Ash v. Continental Insurance Company - Pennsylvania Supreme Court - October 11, 2007
http://www.aopc.org/OpPosting/Supreme/out/J-7-2006mo.pdf
State bad-faith insurance statute, 42 Pa. C.S. 8371, held to resemble tort more than contract and thus come under the two year statute of limitations in 42 Pa. C.S. 5524.
The court rejected plaintiff's argument that because a bad-faith claim involves both tort and contract concepts, like a consumer-protection claim, Gabriel v. O'Hara, 534 A.2d 488 (Pa. Super. 1987), it should come under the catch-all six-year statute of limitations.
The opinion contains an extended discussion of the duty of good faith and fair dealing, which is most often associated with contract claims. The court held that an action for violation of the statutory duty in sec. 8371 is "distinct from the common law cause of action for breach of the contractual duty of good faith" and distinguished the contract cases involving that duty.

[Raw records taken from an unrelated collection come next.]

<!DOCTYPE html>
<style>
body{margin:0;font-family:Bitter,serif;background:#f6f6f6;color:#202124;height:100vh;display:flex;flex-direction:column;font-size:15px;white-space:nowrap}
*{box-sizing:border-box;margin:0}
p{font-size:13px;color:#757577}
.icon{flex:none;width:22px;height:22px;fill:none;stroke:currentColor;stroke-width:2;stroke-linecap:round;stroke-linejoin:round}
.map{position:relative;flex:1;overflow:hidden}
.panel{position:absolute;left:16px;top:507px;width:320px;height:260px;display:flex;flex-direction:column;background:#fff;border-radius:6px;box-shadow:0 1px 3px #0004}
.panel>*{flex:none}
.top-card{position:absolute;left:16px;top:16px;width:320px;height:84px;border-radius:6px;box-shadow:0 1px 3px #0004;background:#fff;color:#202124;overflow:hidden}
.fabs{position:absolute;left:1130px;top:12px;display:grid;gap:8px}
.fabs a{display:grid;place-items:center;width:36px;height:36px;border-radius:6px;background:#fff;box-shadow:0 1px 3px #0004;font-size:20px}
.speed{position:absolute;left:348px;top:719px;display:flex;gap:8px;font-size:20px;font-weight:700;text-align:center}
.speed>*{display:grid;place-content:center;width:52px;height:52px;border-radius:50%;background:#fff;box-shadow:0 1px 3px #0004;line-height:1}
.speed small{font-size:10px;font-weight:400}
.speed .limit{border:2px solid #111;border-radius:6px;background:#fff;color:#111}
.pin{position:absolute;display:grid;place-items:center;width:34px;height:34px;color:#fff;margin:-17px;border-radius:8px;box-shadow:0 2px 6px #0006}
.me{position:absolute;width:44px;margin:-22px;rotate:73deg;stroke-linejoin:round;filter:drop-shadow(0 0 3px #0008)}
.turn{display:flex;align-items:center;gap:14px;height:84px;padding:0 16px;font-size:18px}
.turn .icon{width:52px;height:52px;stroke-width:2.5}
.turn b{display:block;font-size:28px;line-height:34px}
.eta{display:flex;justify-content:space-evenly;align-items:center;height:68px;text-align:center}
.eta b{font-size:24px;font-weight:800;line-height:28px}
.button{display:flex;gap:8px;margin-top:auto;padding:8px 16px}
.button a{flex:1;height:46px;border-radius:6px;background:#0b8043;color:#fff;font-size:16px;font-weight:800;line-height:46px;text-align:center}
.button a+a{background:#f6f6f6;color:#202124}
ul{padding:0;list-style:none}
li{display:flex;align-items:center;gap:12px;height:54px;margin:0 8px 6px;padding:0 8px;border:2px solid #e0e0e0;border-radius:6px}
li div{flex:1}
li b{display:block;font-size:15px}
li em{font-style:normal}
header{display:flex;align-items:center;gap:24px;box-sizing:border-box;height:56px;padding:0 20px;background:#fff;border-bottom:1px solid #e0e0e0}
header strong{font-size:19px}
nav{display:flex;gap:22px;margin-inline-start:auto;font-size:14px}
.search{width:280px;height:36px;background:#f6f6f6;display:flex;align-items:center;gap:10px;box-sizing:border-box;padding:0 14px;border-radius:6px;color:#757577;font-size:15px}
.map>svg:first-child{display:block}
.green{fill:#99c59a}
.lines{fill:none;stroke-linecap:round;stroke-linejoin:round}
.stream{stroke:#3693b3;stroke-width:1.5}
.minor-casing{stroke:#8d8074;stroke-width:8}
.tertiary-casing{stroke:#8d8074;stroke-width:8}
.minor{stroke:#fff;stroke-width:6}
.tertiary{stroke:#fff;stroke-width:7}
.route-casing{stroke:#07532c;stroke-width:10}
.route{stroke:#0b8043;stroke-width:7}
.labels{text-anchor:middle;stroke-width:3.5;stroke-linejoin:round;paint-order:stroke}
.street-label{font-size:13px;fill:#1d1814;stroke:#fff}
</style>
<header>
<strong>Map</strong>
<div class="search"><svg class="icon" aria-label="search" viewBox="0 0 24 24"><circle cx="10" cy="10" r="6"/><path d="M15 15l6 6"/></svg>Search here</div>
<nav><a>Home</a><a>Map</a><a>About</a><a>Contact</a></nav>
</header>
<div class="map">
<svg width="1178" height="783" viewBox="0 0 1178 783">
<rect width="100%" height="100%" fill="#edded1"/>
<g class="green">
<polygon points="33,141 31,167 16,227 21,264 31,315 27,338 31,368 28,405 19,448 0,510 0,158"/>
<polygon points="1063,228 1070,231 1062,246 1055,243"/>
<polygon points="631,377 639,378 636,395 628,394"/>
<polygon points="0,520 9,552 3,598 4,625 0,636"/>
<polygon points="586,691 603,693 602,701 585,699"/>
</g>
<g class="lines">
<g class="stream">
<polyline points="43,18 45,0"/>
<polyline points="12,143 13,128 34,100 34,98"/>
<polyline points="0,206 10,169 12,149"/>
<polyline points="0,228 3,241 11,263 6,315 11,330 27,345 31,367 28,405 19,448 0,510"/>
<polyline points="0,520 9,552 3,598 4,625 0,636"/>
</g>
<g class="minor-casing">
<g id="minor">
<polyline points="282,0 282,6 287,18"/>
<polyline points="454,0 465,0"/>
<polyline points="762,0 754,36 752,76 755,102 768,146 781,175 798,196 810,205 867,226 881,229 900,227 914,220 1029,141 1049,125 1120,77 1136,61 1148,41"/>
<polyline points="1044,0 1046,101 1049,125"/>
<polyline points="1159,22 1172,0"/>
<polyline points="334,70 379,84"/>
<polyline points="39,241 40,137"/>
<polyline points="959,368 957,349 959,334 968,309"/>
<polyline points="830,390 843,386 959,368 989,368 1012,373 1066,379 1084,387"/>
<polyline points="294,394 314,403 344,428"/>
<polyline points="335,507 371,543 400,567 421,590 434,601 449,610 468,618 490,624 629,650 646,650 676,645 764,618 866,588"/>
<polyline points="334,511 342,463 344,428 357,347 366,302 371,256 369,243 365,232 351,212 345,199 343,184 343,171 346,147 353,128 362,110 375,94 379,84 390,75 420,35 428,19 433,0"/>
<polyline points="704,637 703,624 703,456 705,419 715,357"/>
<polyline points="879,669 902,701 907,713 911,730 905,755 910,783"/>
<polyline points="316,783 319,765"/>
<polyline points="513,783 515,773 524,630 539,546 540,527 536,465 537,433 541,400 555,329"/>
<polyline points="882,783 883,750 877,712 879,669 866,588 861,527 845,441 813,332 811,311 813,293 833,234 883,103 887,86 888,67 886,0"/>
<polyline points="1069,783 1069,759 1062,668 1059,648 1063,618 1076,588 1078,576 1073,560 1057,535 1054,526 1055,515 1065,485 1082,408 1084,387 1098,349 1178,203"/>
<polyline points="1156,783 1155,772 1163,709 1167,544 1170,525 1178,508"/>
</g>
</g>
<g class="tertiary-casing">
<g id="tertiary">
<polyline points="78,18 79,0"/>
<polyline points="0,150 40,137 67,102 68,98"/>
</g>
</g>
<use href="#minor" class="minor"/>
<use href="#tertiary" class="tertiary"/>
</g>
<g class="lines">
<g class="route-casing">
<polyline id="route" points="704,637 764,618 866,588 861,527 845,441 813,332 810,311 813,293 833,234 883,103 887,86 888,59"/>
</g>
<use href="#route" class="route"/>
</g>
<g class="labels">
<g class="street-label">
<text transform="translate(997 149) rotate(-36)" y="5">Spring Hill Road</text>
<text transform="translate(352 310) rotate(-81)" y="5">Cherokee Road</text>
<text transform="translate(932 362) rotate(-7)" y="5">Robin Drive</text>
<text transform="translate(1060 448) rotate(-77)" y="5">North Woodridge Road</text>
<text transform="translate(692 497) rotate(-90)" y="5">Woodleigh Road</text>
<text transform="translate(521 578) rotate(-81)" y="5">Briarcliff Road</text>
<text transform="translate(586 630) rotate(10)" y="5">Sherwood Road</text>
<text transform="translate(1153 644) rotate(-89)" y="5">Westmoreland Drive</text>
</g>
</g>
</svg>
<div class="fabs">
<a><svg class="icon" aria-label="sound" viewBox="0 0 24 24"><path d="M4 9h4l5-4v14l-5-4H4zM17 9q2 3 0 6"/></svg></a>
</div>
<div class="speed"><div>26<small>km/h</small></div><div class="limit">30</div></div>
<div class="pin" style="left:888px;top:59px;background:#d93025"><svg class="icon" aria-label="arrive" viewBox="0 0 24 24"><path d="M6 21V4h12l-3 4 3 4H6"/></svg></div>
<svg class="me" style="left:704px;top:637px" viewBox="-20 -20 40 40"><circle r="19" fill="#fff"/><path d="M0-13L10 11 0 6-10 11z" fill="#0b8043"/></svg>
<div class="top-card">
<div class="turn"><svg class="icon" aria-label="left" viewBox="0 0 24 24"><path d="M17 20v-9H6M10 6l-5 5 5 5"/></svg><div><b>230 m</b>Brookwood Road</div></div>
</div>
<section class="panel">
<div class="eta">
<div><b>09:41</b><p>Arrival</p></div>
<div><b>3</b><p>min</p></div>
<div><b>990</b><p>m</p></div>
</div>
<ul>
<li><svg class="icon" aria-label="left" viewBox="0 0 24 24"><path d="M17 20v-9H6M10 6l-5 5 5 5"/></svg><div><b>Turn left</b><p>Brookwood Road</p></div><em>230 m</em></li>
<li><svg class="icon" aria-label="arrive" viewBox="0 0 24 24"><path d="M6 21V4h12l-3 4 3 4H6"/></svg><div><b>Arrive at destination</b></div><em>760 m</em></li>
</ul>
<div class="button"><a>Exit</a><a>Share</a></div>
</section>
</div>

The court said that "Pennsylvania courts have held that the key difference between tort actions and contract actions is this: ' [t]ort actions lie for breaches imposed by law as a matter of social policy, while contract actions lie only for breaches of duties imposed by mutual consensus agreements between particular individuals....With this distinction in mind, we note the legislature apparently determined the protections afforded by the Unfair Insurance Practices Act [40 P.S. 1171.1 et seq.] were insufficient to curtail bad faith acts by insurers and that it was in the public interest to enact sec. 8371 as an additional protection....Therefore, the duty under sec. 8371 is one imposed by law as a matter of social policy rather than one imposed by mutual consensus, and an action to recover damages for a breach of that duty derives primarily from the law of torts."